Below are some entries; set them all down exactly.

Collected data:

○ ○ ○

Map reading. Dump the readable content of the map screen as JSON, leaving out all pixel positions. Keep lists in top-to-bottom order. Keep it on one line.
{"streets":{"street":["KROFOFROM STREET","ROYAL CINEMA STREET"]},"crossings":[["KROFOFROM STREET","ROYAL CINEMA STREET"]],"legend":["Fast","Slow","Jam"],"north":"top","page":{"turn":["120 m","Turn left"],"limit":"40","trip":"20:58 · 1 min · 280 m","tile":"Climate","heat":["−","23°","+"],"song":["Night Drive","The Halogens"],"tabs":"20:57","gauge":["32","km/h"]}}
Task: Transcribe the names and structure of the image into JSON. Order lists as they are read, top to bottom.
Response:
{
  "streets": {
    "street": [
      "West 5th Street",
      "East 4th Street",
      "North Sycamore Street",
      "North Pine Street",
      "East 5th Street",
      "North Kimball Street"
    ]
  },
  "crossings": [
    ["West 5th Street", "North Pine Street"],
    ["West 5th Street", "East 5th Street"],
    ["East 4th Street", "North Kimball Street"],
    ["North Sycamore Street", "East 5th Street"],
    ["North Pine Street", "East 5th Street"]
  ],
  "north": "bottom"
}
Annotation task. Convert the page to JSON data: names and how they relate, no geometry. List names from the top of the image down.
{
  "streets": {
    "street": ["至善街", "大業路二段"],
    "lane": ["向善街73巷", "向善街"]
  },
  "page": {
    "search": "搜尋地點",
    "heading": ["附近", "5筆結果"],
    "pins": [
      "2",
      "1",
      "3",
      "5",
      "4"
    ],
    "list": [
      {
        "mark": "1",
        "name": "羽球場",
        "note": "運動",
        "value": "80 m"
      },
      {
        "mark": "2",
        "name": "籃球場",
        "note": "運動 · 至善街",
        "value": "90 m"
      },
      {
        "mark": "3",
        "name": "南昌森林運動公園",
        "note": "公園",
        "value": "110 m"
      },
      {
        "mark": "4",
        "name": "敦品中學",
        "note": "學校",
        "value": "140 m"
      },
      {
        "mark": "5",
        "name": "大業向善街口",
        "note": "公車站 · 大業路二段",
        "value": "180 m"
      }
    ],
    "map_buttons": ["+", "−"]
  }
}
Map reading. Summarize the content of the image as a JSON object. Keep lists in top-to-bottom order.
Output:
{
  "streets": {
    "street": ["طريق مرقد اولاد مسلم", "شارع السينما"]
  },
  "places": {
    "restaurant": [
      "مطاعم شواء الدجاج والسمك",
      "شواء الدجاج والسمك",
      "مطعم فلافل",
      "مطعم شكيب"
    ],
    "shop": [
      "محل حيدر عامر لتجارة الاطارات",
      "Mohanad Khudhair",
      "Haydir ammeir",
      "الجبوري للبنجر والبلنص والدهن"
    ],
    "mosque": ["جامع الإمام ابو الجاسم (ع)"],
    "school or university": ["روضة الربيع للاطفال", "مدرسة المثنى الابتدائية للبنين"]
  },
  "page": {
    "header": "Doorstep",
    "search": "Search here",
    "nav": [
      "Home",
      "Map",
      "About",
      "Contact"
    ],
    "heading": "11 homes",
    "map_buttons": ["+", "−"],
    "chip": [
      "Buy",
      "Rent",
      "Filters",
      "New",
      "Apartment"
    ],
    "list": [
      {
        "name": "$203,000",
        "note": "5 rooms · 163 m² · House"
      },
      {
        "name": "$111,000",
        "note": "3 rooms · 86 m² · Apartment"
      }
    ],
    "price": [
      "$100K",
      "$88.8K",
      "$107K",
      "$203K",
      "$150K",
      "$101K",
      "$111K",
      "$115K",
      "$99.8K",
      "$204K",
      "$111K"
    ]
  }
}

○ ○ ○

SOLVED PROBLEM:
Map reading. Dump the readable content of the map screen as JSON, leaving out all pixel positions. Keep lists in top-to-bottom order. Keep it on one line.
{"streets":{"street":["KROFOFROM STREET","ROYAL CINEMA STREET"]},"crossings":[["KROFOFROM STREET","ROYAL CINEMA STREET"]],"legend":["Fast","Slow","Jam"],"north":"top","page":{"turn":["120 m","Turn left"],"limit":"40","trip":"20:58 · 1 min · 280 m","tile":"Climate","heat":["−","23°","+"],"song":["Night Drive","The Halogens"],"tabs":"20:57","gauge":["32","km/h"]}}
Task: Transcribe the names and structure of the image into JSON. Order lists as they are read, top to bottom.
Response:
{
  "streets": {
    "street": [
      "West 5th Street",
      "East 4th Street",
      "North Sycamore Street",
      "North Pine Street",
      "East 5th Street",
      "North Kimball Street"
    ]
  },
  "crossings": [
    ["West 5th Street", "North Pine Street"],
    ["West 5th Street", "East 5th Street"],
    ["East 4th Street", "North Kimball Street"],
    ["North Sycamore Street", "East 5th Street"],
    ["North Pine Street", "East 5th Street"]
  ],
  "north": "bottom"
}
Annotation task. Convert the page to JSON data: names and how they relate, no geometry. List names from the top of the image down.
{
  "streets": {
    "street": ["至善街", "大業路二段"],
    "lane": ["向善街73巷", "向善街"]
  },
  "page": {
    "search": "搜尋地點",
    "heading": ["附近", "5筆結果"],
    "pins": [
      "2",
      "1",
      "3",
      "5",
      "4"
    ],
    "list": [
      {
        "mark": "1",
        "name": "羽球場",
        "note": "運動",
        "value": "80 m"
      },
      {
        "mark": "2",
        "name": "籃球場",
        "note": "運動 · 至善街",
        "value": "90 m"
      },
      {
        "mark": "3",
        "name": "南昌森林運動公園",
        "note": "公園",
        "value": "110 m"
      },
      {
        "mark": "4",
        "name": "敦品中學",
        "note": "學校",
        "value": "140 m"
      },
      {
        "mark": "5",
        "name": "大業向善街口",
        "note": "公車站 · 大業路二段",
        "value": "180 m"
      }
    ],
    "map_buttons": ["+", "−"]
  }
}
Map reading. Summarize the content of the image as a JSON object. Keep lists in top-to-bottom order.
Output:
{
  "streets": {
    "street": ["طريق مرقد اولاد مسلم", "شارع السينما"]
  },
  "places": {
    "restaurant": [
      "مطاعم شواء الدجاج والسمك",
      "شواء الدجاج والسمك",
      "مطعم فلافل",
      "مطعم شكيب"
    ],
    "shop": [
      "محل حيدر عامر لتجارة الاطارات",
      "Mohanad Khudhair",
      "Haydir ammeir",
      "الجبوري للبنجر والبلنص والدهن"
    ],
    "mosque": ["جامع الإمام ابو الجاسم (ع)"],
    "school or university": ["روضة الربيع للاطفال", "مدرسة المثنى الابتدائية للبنين"]
  },
  "page": {
    "header": "Doorstep",
    "search": "Search here",
    "nav": [
      "Home",
      "Map",
      "About",
      "Contact"
    ],
    "heading": "11 homes",
    "map_buttons": ["+", "−"],
    "chip": [
      "Buy",
      "Rent",
      "Filters",
      "New",
      "Apartment"
    ],
    "list": [
      {
        "name": "$203,000",
        "note": "5 rooms · 163 m² · House"
      },
      {
        "name": "$111,000",
        "note": "3 rooms · 86 m² · Apartment"
      }
    ],
    "price": [
      "$100K",
      "$88.8K",
      "$107K",
      "$203K",
      "$150K",
      "$101K",
      "$111K",
      "$115K",
      "$99.8K",
      "$204K",
      "$111K"
    ]
  }
}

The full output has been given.